### Task description:
Copy every line from the data below in which the string "names" can be found.

### Records for the exercise:
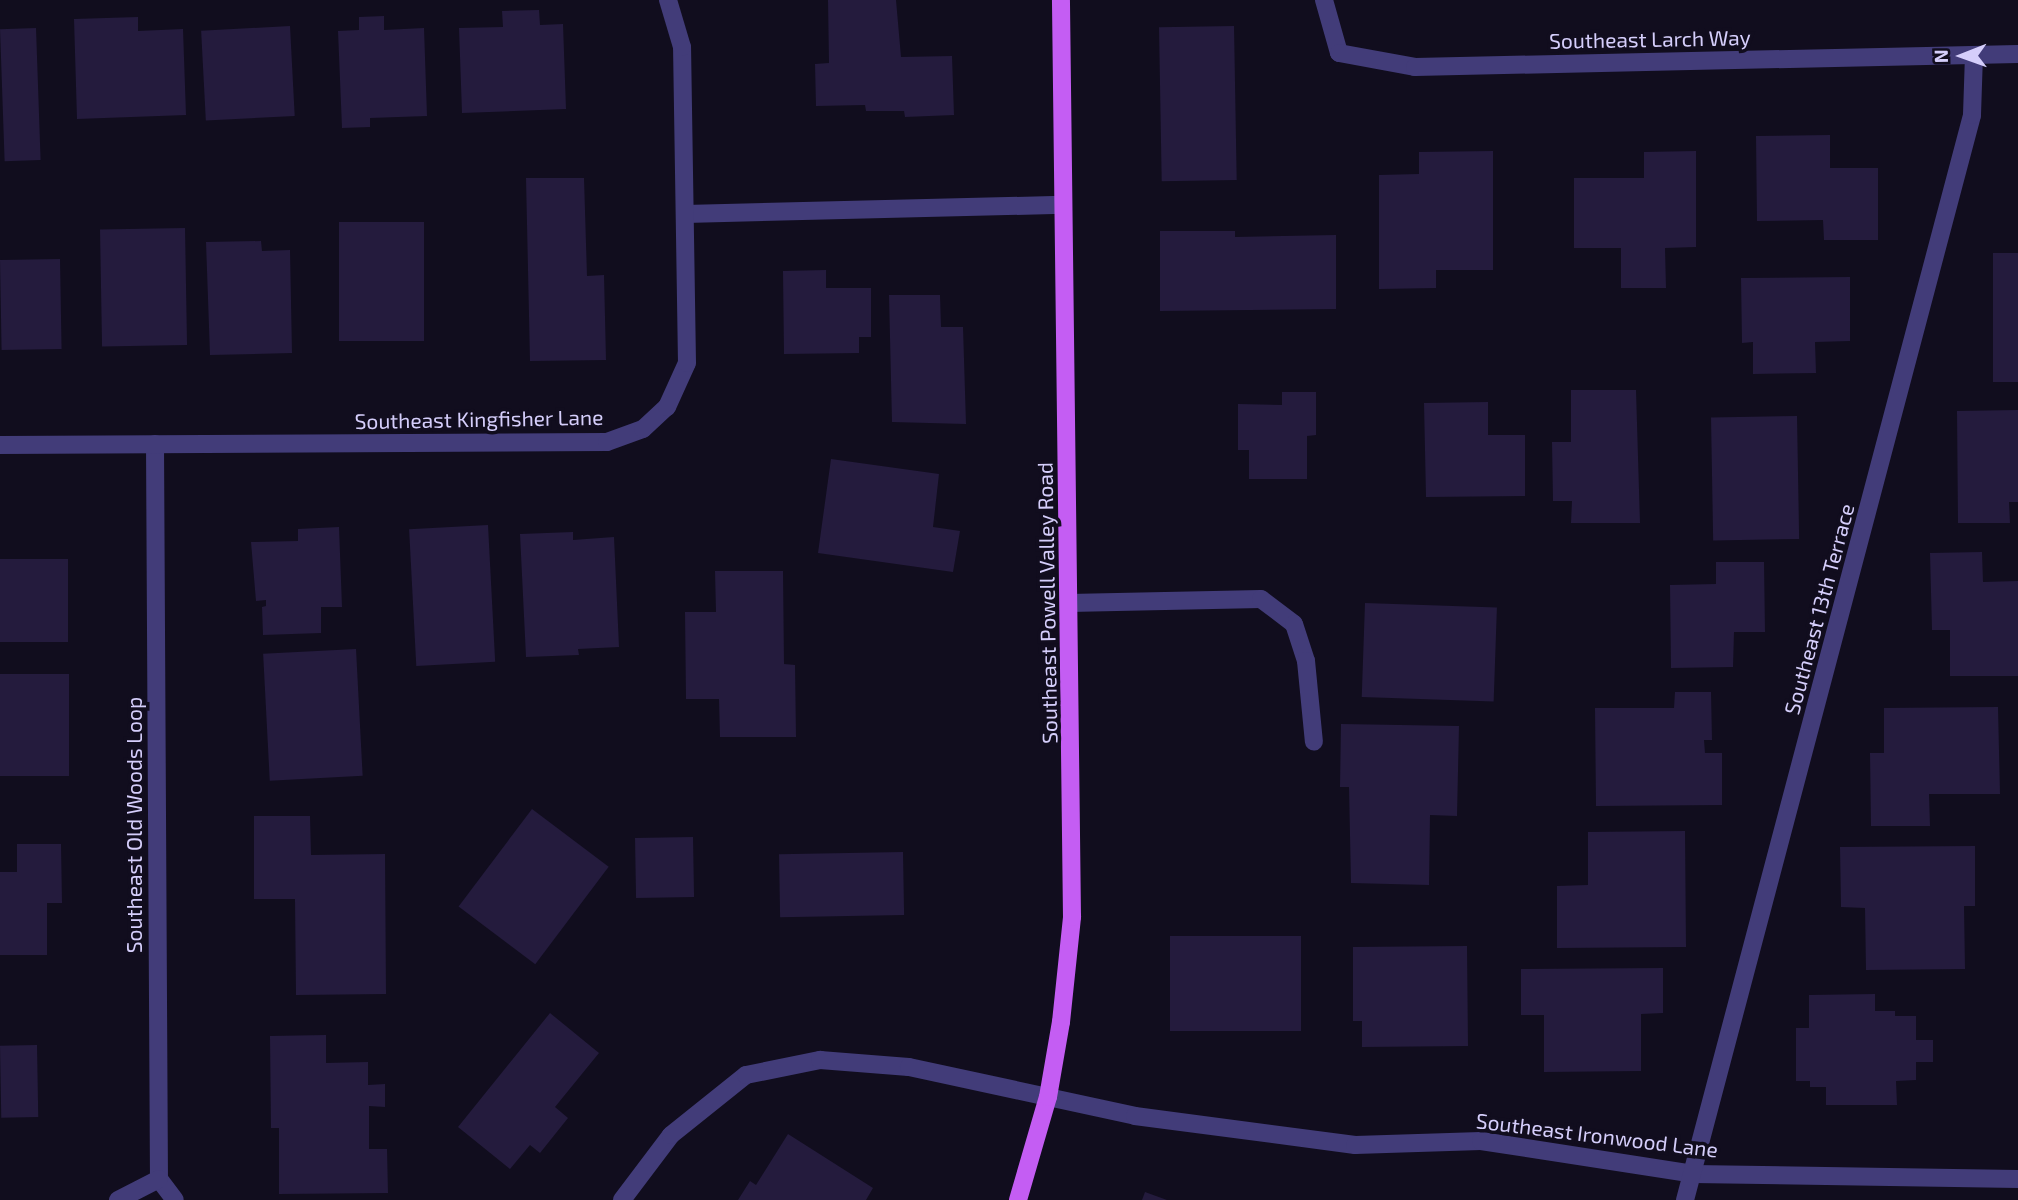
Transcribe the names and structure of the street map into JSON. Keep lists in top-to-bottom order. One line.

==

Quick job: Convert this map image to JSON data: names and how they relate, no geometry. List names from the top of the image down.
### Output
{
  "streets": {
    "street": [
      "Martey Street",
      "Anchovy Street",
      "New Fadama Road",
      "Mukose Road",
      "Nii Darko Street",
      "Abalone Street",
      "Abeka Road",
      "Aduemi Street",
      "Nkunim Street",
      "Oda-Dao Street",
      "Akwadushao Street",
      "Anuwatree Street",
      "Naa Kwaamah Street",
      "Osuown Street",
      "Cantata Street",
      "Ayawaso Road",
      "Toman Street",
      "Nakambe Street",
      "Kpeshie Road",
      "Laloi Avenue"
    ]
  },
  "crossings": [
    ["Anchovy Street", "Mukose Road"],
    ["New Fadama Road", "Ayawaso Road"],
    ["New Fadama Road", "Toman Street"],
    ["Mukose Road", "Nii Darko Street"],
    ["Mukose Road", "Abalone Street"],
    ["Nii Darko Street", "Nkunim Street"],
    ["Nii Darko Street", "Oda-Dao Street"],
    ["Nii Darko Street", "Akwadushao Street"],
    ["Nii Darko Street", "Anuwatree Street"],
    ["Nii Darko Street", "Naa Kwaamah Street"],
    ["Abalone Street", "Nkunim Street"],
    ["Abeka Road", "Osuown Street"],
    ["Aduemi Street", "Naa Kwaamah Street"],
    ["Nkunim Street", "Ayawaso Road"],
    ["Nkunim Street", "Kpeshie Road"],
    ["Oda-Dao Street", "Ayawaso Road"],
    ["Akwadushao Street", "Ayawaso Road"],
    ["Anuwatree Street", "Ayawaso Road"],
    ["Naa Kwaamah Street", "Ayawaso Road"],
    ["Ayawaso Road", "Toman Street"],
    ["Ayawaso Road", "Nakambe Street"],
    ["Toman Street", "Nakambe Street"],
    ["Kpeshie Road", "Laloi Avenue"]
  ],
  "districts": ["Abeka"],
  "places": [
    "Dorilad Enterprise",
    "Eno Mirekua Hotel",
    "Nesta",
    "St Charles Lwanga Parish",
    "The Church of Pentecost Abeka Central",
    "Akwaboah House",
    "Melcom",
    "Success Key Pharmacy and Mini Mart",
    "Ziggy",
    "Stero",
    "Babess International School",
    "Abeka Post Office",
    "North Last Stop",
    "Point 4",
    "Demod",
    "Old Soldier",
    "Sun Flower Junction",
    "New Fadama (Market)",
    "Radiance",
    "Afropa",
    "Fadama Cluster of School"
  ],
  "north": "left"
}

### Response to this exercise:
Transcribe the names and structure of the street map into JSON. Keep lists in top-to-bottom order. One line.
Quick job: Convert this map image to JSON data: names and how they relate, no geometry. List names from the top of the image down.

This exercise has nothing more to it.